A visualization of a data stack.

What Voice of Customer Teams Need to Know About the Modern Data Stack

Explore how VoC teams can use the Modern Data Stack to unify feedback, drive action, and scale impact across the entire organization.

Alyona Medelyan PhD
Alyona Medelyan PhD

If you work on a Voice of Customer (VoC) team, you already know the drill: feedback is everywhere. It’s coming in through surveys, support tickets, online reviews, call transcripts, social posts—you name it. There’s no shortage of voices. The hard part is a) actually making sense of it all, especially when every tool speaks a different language, and b) acting on all this feedback in a way that drives company growth.

Good thing there’s the Modern Data Stack—a smarter, more connected way to handle data. Instead of juggling a bunch of disconnected platforms, the Modern Data Stack helps you bring everything together. Now, you’re not just collecting feedback, but making it easy for all teams to  do something with it.
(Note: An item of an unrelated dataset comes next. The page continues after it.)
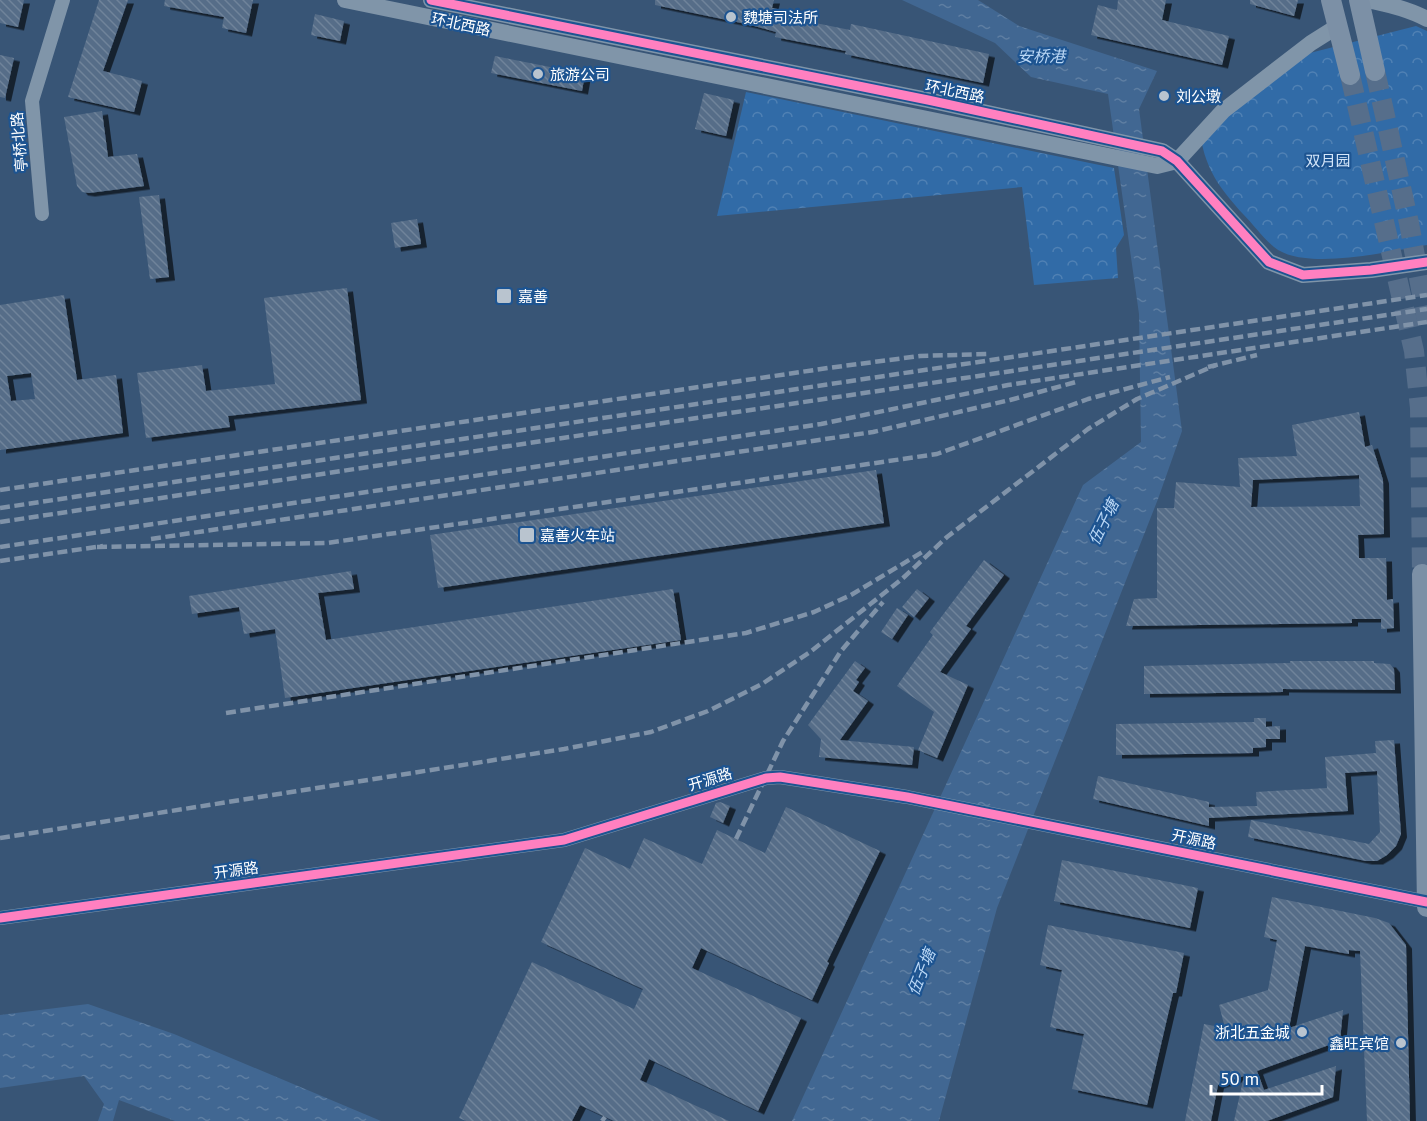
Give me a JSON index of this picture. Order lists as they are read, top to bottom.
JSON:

This article breaks down how that works, what the tradeoffs are, and what you need to know to get started.

So, let’s start.

How Do Companies Approach Unifying Data?

To make all of this possible—from storing structured data to analyzing unstructured feedback—companies are turning to the Modern Data Stack. This is a flexible, cloud-based ecosystem of tools that work together to collect, store, transform, and analyze data.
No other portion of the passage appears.